In these situations, professionals often get involved to assist in resolving matters to the satisfaction of the authority. We had a recent case in Lake Cowichan where some illegal construction had occurred and we assessed the conditions of the property and put forward a formal proposal to the town to resolve matters.

The occupancy involved good rental accommodation. The proposal offered substantial improvements in the property to mitigate the conditions and see a way forward for the benefit of both the owner and the authority. This was a proposal that would have been viable in other jurisdictions, including Victoria and Vancouver. A similar case in North Cowichan involving illegal zoning was eventually resolved.

The owner had purchased the property on the understanding that the occupancy could continue which is often the case when non-conforming conditions occur in existing construction.

On submission of a comprehensive report setting out the strategy for the building, the result was an immediate rebuttal from the Chief Administration Officer and the building inspector. The result is that all the suites were vacated and valuable rental accommodation lost.

In such circumstances I would have expected at least a meeting to discuss matters. Subsequently there has been an ongoing campaign to discredit the owner and put roadblocks in the way of any and all possible solutions to the problem.

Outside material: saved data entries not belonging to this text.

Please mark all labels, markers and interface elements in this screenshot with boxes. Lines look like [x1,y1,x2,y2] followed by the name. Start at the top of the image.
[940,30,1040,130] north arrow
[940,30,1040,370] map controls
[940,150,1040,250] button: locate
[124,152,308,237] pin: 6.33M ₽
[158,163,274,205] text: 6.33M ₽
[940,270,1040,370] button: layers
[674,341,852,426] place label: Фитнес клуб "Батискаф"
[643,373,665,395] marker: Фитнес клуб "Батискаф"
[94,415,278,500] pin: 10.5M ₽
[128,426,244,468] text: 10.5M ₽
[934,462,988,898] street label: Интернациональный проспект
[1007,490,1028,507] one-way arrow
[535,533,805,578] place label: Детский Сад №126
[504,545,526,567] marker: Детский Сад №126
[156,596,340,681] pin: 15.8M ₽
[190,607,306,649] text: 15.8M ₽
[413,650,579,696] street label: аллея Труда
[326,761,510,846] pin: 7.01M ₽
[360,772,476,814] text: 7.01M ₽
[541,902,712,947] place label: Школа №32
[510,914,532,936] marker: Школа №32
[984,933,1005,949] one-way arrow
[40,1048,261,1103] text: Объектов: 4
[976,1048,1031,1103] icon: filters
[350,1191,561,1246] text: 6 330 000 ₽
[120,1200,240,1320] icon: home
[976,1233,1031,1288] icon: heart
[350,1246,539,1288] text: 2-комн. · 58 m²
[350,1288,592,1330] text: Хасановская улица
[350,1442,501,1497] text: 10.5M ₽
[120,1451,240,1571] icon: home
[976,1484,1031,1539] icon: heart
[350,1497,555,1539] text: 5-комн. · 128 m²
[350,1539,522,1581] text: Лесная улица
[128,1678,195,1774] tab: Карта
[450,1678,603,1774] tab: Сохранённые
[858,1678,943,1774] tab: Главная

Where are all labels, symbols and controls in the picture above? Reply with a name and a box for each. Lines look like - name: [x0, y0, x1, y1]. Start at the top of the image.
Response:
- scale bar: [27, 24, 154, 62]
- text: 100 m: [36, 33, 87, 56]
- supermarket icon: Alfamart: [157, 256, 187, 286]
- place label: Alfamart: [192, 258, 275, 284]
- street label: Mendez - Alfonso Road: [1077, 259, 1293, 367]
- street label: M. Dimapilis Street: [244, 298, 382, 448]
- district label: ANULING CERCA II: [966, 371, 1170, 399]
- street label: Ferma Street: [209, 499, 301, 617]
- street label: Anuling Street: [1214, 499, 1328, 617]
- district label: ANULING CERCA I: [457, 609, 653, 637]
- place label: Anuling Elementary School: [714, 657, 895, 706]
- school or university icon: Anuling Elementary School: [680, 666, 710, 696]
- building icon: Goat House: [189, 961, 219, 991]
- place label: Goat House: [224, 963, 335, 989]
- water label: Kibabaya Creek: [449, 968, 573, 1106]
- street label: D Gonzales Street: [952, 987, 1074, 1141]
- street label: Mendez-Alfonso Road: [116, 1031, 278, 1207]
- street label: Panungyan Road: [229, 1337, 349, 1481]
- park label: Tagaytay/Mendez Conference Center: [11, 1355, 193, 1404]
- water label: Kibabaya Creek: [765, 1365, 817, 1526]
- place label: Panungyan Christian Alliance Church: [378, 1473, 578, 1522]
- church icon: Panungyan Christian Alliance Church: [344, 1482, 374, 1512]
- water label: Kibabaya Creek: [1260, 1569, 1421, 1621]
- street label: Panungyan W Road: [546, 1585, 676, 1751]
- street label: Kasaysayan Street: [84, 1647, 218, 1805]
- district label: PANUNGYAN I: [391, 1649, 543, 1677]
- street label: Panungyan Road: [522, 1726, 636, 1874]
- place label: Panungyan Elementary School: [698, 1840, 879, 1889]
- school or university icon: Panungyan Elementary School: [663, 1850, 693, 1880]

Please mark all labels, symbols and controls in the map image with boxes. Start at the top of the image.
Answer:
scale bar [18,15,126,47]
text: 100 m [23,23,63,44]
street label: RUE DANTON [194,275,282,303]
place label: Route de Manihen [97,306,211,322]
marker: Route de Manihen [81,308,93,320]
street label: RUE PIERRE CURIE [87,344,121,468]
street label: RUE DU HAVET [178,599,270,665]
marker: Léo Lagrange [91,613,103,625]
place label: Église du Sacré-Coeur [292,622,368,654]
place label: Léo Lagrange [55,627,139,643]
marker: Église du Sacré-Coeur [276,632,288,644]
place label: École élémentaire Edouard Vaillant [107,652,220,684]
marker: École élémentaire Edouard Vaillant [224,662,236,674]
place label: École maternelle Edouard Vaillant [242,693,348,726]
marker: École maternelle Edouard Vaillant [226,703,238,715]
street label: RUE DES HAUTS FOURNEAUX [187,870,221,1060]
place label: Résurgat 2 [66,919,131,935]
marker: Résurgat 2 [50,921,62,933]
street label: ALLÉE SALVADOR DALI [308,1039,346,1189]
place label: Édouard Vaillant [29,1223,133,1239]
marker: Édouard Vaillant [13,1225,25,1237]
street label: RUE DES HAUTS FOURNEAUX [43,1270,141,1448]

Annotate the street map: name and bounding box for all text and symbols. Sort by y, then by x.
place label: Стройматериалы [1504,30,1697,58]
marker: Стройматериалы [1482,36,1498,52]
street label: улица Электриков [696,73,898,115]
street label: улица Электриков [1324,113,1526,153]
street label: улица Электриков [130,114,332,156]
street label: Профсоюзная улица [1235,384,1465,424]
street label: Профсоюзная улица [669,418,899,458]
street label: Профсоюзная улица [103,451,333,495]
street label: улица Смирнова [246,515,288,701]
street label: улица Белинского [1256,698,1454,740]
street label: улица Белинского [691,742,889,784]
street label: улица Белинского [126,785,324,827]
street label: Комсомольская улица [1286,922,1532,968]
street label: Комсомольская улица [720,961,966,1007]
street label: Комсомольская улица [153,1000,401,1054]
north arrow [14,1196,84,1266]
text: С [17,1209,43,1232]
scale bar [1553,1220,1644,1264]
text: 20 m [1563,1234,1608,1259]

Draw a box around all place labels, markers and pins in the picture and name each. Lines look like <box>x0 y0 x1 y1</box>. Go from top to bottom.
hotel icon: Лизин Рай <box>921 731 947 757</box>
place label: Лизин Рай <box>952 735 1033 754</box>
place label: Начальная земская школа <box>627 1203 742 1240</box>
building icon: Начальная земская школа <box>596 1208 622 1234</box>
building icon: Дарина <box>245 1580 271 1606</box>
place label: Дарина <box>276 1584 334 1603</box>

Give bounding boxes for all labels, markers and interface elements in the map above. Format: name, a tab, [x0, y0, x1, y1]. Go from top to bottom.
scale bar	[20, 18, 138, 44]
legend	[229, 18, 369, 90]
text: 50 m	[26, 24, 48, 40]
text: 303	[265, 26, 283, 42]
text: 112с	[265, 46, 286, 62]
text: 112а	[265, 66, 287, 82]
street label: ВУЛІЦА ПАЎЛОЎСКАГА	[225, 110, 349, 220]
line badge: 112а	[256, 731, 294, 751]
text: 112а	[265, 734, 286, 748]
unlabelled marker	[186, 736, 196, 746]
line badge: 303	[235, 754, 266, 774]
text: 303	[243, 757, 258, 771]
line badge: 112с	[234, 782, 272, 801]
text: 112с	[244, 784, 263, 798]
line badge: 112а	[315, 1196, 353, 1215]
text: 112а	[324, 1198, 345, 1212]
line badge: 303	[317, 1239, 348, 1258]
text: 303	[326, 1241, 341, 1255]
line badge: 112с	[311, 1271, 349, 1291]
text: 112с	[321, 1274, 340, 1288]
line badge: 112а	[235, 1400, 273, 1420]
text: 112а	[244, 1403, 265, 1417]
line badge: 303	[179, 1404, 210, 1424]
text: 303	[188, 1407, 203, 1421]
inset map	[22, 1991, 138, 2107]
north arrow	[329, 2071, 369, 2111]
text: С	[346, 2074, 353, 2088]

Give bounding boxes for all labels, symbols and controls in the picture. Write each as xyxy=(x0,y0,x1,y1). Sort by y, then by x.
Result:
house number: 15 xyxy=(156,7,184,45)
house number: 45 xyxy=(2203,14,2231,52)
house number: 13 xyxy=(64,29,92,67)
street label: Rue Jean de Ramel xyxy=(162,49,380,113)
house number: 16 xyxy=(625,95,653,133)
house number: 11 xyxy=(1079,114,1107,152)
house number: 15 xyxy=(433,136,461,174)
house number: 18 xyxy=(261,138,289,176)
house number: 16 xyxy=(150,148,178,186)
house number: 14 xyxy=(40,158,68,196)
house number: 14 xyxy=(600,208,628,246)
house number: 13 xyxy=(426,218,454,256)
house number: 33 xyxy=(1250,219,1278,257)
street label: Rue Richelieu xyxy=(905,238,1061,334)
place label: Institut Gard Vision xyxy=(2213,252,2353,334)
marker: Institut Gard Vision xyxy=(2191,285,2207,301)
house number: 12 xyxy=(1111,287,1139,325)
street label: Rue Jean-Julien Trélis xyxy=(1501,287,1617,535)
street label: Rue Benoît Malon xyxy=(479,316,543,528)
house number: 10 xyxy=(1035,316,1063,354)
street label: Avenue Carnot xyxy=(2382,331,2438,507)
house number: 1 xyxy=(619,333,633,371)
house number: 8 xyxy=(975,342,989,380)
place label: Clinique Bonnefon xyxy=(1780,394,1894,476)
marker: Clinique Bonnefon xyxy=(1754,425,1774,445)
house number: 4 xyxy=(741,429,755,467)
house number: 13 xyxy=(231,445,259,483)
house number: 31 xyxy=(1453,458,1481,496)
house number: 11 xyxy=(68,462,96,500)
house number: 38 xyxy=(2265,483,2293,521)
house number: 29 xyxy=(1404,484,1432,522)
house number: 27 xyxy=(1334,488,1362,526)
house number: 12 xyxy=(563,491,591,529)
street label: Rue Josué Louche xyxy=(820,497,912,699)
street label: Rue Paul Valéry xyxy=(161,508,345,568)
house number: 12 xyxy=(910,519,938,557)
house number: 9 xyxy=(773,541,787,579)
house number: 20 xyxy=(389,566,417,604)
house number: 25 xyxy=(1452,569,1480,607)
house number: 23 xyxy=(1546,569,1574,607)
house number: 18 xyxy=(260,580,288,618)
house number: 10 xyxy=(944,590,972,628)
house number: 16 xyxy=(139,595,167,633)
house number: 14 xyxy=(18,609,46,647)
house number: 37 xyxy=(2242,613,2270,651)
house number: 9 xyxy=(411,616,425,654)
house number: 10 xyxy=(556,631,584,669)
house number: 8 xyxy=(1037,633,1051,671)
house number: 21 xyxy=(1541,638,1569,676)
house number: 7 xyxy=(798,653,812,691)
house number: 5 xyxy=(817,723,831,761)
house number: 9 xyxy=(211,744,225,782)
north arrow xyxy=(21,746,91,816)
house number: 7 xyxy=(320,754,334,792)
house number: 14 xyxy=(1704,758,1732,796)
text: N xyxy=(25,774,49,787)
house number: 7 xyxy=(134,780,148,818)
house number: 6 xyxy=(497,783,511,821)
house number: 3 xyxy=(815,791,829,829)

Fortunately, this is not the typical case in the Cowichan Valley. We have excellent planners and building inspectors to consult in such matters and rectify conditions to the satisfaction of all parties.

Lake Cowichan benefits from a unique location on a pristine lake and one would expect that, with an emerging tourist market in the area, there would be signs the town is recovering and adapting to meet the needs of the tourist economy. Unfortunately, this is not the case. It seems mired in vested interests and dogma and allows no light in from those who are effectively the eyes and ears of the community and able to assist in finding a way forward.

It may be no coincidence that along with this kind of treatment of respectable business owners, the council itself is beset by this kind of conflict of interest.

The test of conflict relies on a level of discomfort that any proponent feels should he or she place themselves in a conflict position. The fact no such level of discomfort was felt by the mayor suggests either he is blatantly violating the conflict of interest rules – and feels a sense of immunity from the repercussions – or is entirely ignorant of what a conflict is and has no sense of when or if a conflict is occurring.